[The task] Show all lines from the records below in which the string "shadow" is present.
Records supplied below:
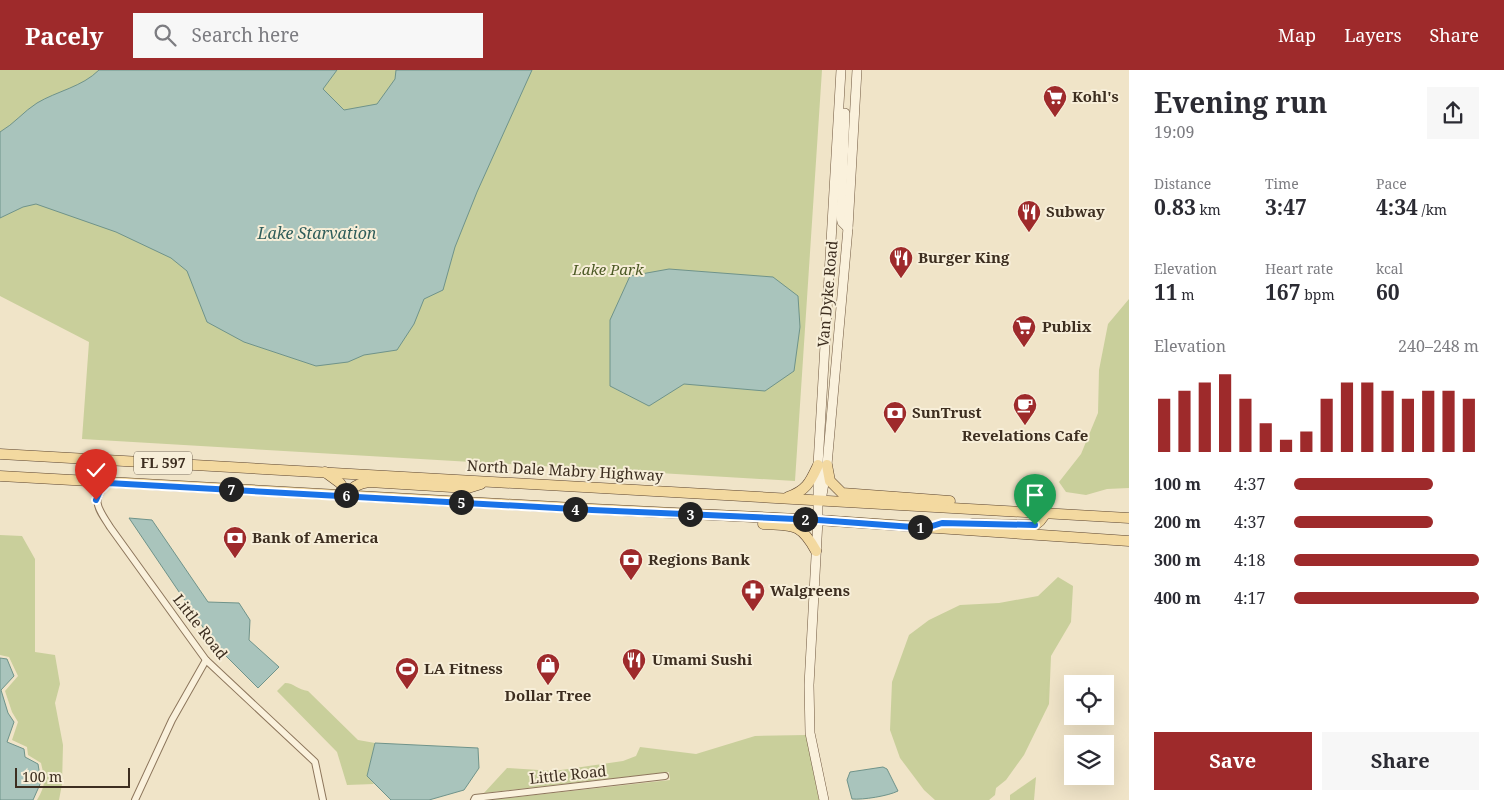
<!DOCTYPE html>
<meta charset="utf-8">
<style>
:root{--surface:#fff;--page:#f7f7f7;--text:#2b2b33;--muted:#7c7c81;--accent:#9e2a2b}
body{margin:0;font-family:"Noto Serif",serif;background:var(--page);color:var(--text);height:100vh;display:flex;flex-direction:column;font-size:19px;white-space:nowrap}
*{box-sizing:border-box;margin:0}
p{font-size:16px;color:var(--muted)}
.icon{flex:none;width:28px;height:28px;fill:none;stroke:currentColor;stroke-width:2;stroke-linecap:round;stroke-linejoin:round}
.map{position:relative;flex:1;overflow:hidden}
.drawer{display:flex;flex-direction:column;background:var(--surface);width:375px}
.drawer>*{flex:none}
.buttons{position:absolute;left:1064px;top:605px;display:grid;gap:10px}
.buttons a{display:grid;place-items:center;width:50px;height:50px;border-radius:0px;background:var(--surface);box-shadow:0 5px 20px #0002;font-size:25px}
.scale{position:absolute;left:15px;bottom:12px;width:115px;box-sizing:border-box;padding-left:5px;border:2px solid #3d2e20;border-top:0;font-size:14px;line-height:18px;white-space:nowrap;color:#3d2e20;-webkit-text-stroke:4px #f7eed8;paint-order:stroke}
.pin{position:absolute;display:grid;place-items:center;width:42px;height:42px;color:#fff;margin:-51px -21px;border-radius:50% 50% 50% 0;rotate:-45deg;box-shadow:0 0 5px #0007}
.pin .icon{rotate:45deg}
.km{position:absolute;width:25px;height:25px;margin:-12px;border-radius:50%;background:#222;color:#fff;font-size:14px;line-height:25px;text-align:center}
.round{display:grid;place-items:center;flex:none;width:52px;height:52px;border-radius:0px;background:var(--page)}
.summary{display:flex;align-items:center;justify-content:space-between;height:85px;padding:0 25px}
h1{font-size:28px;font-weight:700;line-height:38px}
.stats{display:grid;grid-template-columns:repeat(3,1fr);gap:8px;height:85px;padding:5px 25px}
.stats div{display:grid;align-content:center}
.stats b{font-size:21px;font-weight:700}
.stats small{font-size:14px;font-weight:400}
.stats p{font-size:14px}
.chart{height:140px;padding:10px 25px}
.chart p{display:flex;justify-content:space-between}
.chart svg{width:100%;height:90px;margin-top:5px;stroke:var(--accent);stroke-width:6}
.action{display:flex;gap:10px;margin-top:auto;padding:10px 25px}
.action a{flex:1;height:58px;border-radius:0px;background:var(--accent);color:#fff;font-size:20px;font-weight:700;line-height:58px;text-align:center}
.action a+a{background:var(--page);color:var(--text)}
ul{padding:0 25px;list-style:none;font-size:16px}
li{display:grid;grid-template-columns:80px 60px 1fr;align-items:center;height:38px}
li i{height:12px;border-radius:6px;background:var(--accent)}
header{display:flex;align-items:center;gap:30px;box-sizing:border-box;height:70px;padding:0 25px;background:var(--accent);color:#fff}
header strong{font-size:24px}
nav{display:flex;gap:28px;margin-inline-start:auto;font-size:18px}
.search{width:350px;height:45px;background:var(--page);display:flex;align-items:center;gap:12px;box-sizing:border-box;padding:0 18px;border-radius:0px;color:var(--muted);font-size:19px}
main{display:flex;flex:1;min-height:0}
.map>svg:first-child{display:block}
.green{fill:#c9cf9b}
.water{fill:#a9c4bc;stroke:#6f938a}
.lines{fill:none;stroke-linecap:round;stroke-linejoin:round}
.street-casing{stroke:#8d765c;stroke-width:8}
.secondary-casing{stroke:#6f573f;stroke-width:10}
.primary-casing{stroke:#5b4430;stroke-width:11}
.street{stroke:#faf1dc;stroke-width:6}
.secondary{stroke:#faf1dc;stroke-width:9}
.primary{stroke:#f3d9a0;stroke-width:10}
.route-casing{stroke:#fff;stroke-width:10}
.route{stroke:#1a73e8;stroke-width:6}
.labels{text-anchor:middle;stroke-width:4;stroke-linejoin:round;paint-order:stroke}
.shield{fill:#f7eed8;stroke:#756857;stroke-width:1}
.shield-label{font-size:14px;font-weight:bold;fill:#3d2e20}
.poi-label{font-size:15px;font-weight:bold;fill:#3d2e20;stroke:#f7eed8;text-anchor:start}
.park-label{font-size:15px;font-style:italic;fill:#4d5a26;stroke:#f7eed8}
.street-label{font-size:15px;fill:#3d2e20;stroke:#f7eed8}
.water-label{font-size:16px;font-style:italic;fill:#2f5d5a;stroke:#f7eed8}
</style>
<header>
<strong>Pacely</strong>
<div class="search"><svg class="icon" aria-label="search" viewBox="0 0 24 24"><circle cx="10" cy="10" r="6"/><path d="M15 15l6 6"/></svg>Search here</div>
<nav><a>Map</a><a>Layers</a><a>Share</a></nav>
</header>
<main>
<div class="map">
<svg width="1129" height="730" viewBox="0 0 1129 730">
<rect width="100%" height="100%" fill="#f0e4c8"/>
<g class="green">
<path d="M0,0H822L795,411L82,369L89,272L0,226Z"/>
<path d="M1129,229V418L1107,419L1086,425L1066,422L1059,412L1081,384L1098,343L1099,300L1108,254Z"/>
<path d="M0,465L22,466L35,489V582L55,585L60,614L55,633L63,675L62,714L59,730H37C46,715 45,710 41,693L28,685L27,677L12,670L18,652L12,642L5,621L18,606L9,587L0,585Z"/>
<path d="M1058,507L1073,516L1071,552L1051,586L1049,634L1024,685L1006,710L996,718L995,725L989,730H935L924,720L900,688L890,660L892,612L909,565L929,550L960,535L999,533L1038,526Z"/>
<path d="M285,613C294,613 298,620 308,621L358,670L375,673L367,706L374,714L347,715L337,682L277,621Z"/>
<path d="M806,665L819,730H489L670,710L669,702L484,723L507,698L554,701L623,691L636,686L640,677L696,684L755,666Z"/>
<path d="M1036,707L1034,730H1010V725Z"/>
</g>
<g class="water">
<path d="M99,0H337L323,19L344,40L377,34L395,9L396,0H532L477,122L455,177L443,220L424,229L414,254L397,280L364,285L348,292L316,296L244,272L207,252L187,201L171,188L116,162L36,134L23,137L0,148V62C14,54 24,41 37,33C57,21 82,17 99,0Z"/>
<path d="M669,199L773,207L798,226L800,257L794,301L765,321L684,314L649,336L610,316V250L630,206Z"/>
<path d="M129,448L152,450L208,532L239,533L250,550L249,570L279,597L258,618L215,575Z"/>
<path d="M0,588L7,589L14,606L1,620L8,643L14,652L7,672L24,679L25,687L38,694L41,712L33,730H0Z"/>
<path d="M375,673L478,678L479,698L464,720L429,730H391L367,706Z"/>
<path d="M883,697L887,699L898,721C888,726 863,730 852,729L847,710L850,702Z"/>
</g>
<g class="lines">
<g class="street-casing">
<g id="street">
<path d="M108,413C90,430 98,438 110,457L206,590L315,692L323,730"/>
<path d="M135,730L172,650L206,590"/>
<path d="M474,730L475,728L665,706"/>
</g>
</g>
<g class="secondary-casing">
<g id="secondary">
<path d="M845,43L841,147L842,152L848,158"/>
<path d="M822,425L827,395L848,158L857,0"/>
<path d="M824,730L810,663L809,615L818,450V395L841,0"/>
</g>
</g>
<g class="primary-casing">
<g id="primary">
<path d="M0,384L1129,448"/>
<path d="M827,395L830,411L842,423L950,431"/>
<path d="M325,402L340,413L348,425"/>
<path d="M0,406L592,439L818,450L1129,471"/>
<path d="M348,425C352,416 360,413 369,412L468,418L481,414"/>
<path d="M788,427C807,420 810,412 818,395"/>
<path d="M763,454C793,456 800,452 816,481"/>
<path d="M972,454L1035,455L1040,451L1046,443"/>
</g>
</g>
<use href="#street" class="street"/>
<use href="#secondary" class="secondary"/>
<use href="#primary" class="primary"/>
</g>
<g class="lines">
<g class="route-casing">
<path id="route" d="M96,430L100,421L108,413L592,440L818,450L926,458L942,453L1035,455"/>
</g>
<use href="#route" class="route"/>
</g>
<defs>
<g id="supermarket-pin" transform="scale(1.25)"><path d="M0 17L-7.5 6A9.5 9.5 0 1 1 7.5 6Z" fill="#9e2a2b" stroke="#f7eed8"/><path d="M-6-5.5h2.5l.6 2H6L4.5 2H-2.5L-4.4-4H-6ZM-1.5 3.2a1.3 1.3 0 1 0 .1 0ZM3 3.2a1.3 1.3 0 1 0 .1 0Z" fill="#fff"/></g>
<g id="restaurant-pin" transform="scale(1.25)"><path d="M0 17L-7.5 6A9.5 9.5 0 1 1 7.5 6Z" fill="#9e2a2b" stroke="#f7eed8"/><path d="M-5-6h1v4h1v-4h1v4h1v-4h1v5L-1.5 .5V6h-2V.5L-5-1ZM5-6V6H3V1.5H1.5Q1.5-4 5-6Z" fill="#fff"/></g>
<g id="cafe-pin" transform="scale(1.25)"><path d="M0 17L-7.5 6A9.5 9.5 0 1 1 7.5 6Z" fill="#9e2a2b" stroke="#f7eed8"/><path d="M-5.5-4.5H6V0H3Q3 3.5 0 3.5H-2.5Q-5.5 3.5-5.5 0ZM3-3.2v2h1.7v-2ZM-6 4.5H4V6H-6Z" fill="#fff"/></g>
<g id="bank-pin" transform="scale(1.25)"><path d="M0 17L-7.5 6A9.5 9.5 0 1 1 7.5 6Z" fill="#9e2a2b" stroke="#f7eed8"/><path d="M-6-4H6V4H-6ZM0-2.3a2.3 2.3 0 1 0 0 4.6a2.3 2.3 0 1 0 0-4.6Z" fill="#fff"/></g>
<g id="pharmacy-pin" transform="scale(1.25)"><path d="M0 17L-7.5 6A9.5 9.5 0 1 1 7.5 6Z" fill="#9e2a2b" stroke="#f7eed8"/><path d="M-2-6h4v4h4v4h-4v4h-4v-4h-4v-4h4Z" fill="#fff"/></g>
<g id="shop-pin" transform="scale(1.25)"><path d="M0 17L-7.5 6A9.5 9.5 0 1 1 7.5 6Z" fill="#9e2a2b" stroke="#f7eed8"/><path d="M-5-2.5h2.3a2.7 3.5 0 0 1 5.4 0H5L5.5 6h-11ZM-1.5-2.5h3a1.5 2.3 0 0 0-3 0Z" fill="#fff"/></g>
<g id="stadium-pin" transform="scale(1.25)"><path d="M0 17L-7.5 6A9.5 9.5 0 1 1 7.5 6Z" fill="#9e2a2b" stroke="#f7eed8"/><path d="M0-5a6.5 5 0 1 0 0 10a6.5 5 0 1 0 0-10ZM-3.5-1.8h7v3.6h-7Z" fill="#fff"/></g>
</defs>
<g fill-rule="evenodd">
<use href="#supermarket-pin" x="1055" y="27"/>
<use href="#restaurant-pin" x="1029" y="142"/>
<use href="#restaurant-pin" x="901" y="188"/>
<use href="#supermarket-pin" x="1024" y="257"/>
<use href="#cafe-pin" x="1025" y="335"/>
<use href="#bank-pin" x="895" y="343"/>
<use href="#bank-pin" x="235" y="468"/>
<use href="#bank-pin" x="631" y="490"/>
<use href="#pharmacy-pin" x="753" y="521"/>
<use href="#restaurant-pin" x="634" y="590"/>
<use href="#shop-pin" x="548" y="595"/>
<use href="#stadium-pin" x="407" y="599"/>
</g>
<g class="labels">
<rect class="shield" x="134" y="381.5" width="58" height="23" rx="4"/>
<g class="shield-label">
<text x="163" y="398">FL 597</text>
</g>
<g class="poi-label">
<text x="1072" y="32">Kohl's</text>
<text x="1046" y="147">Subway</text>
<text x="918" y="193">Burger King</text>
<text x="1042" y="262">Publix</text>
<text x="912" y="348">SunTrust</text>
<text x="1025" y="371" text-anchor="middle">Revelations Cafe</text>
<text x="252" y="473">Bank of America</text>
<text x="648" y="495">Regions Bank</text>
<text x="770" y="526">Walgreens</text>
<text x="652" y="595">Umami Sushi</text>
<text x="424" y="604">LA Fitness</text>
<text x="548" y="631" text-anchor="middle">Dollar Tree</text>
</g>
<g class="park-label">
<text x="608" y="205">Lake Park</text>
</g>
<g class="street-label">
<text transform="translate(828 224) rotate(-85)" y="5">Van Dyke Road</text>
<text transform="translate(565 401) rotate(3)" y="5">North Dale Mabry Highway</text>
<text transform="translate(200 557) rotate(52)" y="5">Little Road</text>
<text transform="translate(568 705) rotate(-6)" y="5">Little Road</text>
</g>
<g class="water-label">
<text x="317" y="169">Lake Starvation</text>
</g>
</g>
</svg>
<div class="buttons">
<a><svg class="icon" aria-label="locate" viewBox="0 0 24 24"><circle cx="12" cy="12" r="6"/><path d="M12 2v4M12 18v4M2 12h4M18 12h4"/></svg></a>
<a><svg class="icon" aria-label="layers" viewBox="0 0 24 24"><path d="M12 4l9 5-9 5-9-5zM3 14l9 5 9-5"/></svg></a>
</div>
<div class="scale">100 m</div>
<div class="pin" style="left:1035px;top:455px;background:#1e9e55"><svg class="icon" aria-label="arrive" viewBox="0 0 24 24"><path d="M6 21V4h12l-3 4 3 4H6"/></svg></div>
<div class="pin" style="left:96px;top:430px;background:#d93025"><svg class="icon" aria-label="check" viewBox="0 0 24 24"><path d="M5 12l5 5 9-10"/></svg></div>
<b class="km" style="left:920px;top:457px">1</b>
<b class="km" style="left:805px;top:449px">2</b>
<b class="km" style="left:690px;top:444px">3</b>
<b class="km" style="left:575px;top:439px">4</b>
<b class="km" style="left:461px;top:432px">5</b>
<b class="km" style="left:346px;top:425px">6</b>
<b class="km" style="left:231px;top:419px">7</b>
</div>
<section class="drawer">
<div class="summary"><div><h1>Evening run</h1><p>19:09</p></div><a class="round"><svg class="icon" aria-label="share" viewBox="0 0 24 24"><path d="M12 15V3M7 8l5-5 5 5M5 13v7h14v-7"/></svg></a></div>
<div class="stats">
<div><p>Distance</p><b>0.83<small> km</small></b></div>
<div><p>Time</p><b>3:47</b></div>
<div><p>Pace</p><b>4:34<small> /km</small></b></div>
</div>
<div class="stats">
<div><p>Elevation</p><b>11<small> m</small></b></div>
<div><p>Heart rate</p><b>167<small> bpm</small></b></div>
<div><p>kcal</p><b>60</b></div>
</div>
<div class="chart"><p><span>Elevation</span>240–248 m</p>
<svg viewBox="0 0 160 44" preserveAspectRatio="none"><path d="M5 44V18M15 44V14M25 44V10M35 44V6M45 44V18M55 44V30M65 44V38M75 44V34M85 44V18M95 44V10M105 44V10M115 44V14M125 44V18M135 44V14M145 44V14M155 44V18"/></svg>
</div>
<ul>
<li><b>100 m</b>4:37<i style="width:75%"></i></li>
<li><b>200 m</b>4:37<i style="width:75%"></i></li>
<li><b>300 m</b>4:18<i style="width:100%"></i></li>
<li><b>400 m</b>4:17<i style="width:100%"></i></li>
</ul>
<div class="action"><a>Save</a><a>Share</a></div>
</section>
</main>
End of Records supplied.
[Task answer]
.buttons a{display:grid;place-items:center;width:50px;height:50px;border-radius:0px;background:var(--surface);box-shadow:0 5px 20px #0002;font-size:25px}
.pin{position:absolute;display:grid;place-items:center;width:42px;height:42px;color:#fff;margin:-51px -21px;border-radius:50% 50% 50% 0;rotate:-45deg;box-shadow:0 0 5px #0007}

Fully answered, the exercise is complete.